Changu received a lot of attention at this year’s Pink Dot event with their rainbow outfit and bright personality. Photo by Chin Ngiok Shuan.

The troubles with stereotyping and the social stigmas that Taylor, Leah and Changu have faced, are common ones in the community. 

With Singapore being a largely conservative nation, it comes as no surprise that the queer community’s fight for equality would be a long, taxing one.

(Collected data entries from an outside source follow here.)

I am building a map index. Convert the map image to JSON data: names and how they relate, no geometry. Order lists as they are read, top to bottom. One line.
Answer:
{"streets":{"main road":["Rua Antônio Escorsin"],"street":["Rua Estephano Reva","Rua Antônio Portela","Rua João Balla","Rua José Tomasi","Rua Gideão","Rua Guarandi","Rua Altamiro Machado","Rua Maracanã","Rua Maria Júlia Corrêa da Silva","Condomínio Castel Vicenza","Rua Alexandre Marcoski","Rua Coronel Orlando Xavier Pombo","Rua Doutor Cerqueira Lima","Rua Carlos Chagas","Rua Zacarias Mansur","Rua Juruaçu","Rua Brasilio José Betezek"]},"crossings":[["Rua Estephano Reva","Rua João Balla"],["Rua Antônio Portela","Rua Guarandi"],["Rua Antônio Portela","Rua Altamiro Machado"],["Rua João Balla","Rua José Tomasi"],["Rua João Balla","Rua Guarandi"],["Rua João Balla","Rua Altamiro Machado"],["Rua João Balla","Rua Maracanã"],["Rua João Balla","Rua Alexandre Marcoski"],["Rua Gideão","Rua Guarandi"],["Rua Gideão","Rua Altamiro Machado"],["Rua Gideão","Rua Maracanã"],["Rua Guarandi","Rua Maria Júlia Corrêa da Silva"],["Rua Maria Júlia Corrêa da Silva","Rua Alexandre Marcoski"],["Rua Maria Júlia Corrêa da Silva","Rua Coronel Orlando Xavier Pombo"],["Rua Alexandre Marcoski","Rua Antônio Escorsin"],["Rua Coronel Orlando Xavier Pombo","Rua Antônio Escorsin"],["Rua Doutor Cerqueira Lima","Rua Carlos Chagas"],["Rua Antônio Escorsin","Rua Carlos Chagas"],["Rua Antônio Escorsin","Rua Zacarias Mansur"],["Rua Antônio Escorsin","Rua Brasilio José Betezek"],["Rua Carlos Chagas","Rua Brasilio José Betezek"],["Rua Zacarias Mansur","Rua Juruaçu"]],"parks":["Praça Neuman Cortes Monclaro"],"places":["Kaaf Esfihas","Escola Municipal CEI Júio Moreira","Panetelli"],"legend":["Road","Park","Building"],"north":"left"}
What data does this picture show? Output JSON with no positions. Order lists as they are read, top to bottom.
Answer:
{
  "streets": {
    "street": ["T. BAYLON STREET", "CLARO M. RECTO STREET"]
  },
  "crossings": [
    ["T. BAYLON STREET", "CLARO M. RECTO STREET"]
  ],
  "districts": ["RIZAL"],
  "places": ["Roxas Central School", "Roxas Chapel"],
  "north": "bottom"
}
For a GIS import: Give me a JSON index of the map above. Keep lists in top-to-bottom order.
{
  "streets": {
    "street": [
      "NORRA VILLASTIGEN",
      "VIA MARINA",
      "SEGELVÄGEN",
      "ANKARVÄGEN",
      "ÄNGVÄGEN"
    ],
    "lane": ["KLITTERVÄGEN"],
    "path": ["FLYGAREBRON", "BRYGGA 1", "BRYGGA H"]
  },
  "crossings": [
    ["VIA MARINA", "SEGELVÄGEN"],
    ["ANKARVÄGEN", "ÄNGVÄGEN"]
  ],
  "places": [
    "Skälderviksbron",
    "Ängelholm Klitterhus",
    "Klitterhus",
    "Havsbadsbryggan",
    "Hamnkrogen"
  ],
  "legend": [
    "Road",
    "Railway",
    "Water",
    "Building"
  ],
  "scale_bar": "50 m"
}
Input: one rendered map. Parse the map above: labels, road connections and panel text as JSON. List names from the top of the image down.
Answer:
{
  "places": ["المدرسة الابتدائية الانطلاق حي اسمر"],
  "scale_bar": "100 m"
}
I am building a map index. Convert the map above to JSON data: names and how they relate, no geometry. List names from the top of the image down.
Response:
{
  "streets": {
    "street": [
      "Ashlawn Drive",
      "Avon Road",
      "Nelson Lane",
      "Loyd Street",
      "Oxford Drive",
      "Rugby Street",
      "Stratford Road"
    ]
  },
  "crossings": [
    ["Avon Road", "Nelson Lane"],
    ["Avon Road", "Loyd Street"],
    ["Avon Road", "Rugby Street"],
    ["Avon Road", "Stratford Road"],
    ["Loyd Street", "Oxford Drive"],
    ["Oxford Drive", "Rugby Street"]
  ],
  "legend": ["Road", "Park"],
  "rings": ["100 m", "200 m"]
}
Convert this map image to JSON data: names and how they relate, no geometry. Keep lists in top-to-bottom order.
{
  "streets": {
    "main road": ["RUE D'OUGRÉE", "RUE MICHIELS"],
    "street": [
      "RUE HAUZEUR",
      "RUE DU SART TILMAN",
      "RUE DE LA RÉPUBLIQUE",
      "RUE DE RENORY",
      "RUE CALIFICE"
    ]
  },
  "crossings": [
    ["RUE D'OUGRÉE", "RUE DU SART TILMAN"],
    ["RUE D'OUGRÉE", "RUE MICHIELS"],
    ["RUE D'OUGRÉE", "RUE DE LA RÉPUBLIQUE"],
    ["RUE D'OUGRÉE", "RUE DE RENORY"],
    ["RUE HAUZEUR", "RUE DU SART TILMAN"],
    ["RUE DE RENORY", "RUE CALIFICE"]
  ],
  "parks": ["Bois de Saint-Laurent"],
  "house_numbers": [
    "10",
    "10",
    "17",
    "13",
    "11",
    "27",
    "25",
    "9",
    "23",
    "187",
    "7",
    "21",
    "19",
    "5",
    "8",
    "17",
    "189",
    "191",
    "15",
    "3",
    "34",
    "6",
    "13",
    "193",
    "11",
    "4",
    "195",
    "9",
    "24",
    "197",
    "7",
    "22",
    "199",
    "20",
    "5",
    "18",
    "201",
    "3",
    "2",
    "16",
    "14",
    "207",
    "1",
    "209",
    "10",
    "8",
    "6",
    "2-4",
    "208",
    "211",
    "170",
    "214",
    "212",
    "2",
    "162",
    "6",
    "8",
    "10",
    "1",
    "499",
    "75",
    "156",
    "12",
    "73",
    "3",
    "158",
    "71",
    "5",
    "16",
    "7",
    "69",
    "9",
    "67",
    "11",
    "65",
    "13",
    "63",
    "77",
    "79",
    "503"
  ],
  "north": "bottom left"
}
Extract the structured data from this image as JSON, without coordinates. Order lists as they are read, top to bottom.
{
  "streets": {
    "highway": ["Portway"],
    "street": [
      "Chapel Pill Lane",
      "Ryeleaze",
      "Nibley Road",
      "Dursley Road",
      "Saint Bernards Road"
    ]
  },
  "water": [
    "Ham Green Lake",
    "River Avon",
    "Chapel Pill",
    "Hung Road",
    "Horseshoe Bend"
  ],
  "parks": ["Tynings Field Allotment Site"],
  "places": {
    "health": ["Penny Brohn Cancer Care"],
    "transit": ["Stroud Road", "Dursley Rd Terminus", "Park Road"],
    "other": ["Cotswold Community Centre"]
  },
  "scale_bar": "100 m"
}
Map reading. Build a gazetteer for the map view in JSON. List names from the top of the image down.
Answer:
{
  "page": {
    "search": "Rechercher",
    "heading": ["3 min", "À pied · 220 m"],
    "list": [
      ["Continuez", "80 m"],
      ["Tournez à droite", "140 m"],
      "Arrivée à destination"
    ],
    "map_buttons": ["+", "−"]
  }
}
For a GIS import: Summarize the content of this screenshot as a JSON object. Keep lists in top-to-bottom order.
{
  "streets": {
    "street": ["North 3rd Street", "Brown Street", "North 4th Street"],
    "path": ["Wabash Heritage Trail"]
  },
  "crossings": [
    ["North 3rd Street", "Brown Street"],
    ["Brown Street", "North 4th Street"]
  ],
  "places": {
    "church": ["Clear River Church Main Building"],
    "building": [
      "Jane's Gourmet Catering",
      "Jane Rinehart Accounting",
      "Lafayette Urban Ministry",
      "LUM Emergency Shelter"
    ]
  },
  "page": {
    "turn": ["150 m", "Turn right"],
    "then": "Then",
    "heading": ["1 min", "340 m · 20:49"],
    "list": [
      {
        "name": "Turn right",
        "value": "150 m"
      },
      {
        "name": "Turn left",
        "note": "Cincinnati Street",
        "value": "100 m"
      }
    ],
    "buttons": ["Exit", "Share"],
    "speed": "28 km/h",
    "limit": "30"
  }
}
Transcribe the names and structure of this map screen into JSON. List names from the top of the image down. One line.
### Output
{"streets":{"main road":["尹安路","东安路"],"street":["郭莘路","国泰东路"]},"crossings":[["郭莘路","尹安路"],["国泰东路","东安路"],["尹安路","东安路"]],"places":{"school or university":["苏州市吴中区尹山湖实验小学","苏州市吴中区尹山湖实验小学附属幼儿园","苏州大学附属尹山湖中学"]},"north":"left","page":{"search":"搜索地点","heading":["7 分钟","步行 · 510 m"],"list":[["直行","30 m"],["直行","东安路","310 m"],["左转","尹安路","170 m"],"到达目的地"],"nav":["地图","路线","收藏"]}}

Viral instances such as a transgender student in Singapore being denied hormonal therapy by the Ministry of Education even after being diagnosed with gender dysphoria and more recently, the hotel PARKROYAL COLLECTION Pickering’s refusal to host a lesbian wedding, are still all too frequent in Singapore.  

However, as time goes by, it’s heartwarming to see that there is a growing trend of people in Singapore supporting same-sex relationships and declining support for Section 377A.

In Ipsos’ newest survey regarding the LGBTQ+ community in Singapore, more respondents have indicated an increased acceptance towards same-sex relationships than three years before, with 29 per cent of respondents aged 50 and above saying that they are more accepting of these relationships compared to the past. Furthermore, the latest survey found that 20 per cent of respondents opposed Section 377A of the Penal Code, an increase from the mere 12 per cent of respondents in 2018.

“A personal story of mine is my mother. She [used to oppose] the LGBTQ+ movement and is religious. But recently for some reason, she went to a local drag show and that alone opened up her eyes to the prejudice we face and also how hilarious we can be. After all, we’re still people, just with a little more pizazz,” says Changu. 

Although everyone might be facing their own struggles, the fact that they are willing to come together and celebrate their differences with each other regardless of their gender, identity and sexuality, is what makes Pink Dot such a wildly successful and welcoming event for everyone. Video by Chin Ngiok Shuan.

To some local LGTBQ+ members, openly queer Singaporeans are one of the reasons why they are starting to feel more comfortable coming out to the people around them as well. 

Leah says that “[openly queer Singaporeans] are helping to improve the public’s impression of the LGBTQ+ community by showing a more diverse representation”. 

From W!LD RICE’s founding artistic director Ivan Heng, to local entertainer Kumar, whose works include representation of the queer community, these people have helped change how some locals view the LGBTQ+ community for the better.

“We’re just normal people. There’s no difference between the way we love our friends, our parents and our partners,” says Changu. 

In his open speech to Pink Dot attendees this year, Mr Remy Choo Zheng Xi, a prominent lawyer in Singapore who is openly gay and a keynote speaker for this year’s event, says that in order for queer love and queer relationships to be accepted in Singapore, “we need to fight discrimination in our schools. We need to fight discrimination against queer people in housing policy. We need to fight for media representation. And even in our own communities, we need to fight discrimination against racial minorities. And we need to fight the stigma of those amongst us who live with HIV.” 

In fighting for the marginalised in Singapore, the LGBTQ+ community puts themselves on higher ground, taking the long, winding path to equality for everyone.

“If 377A is repealed, it’s the beginning of a long road to equality, not the end.”  says Mr Choo. 

If 377A is repealed, it’s the beginning of a long road to equality, not the end.

- Mr Remy Choo Zheng Xi

lawyer in Singapore

While there is still a fair bit of work that needs to be done before equality can be properly achieved for the LGBTQ+ community in Singapore, some believe that a time of change is coming. 

“I think everyone should be allowed to love who they want to love. The LGBTQ+ community is such a small percentage of citizens in Singapore. I just think every one should have the rights to have a home, be it gay, straight or [bisexual],” says Changu. 

“All we ask for is to be treated the same.”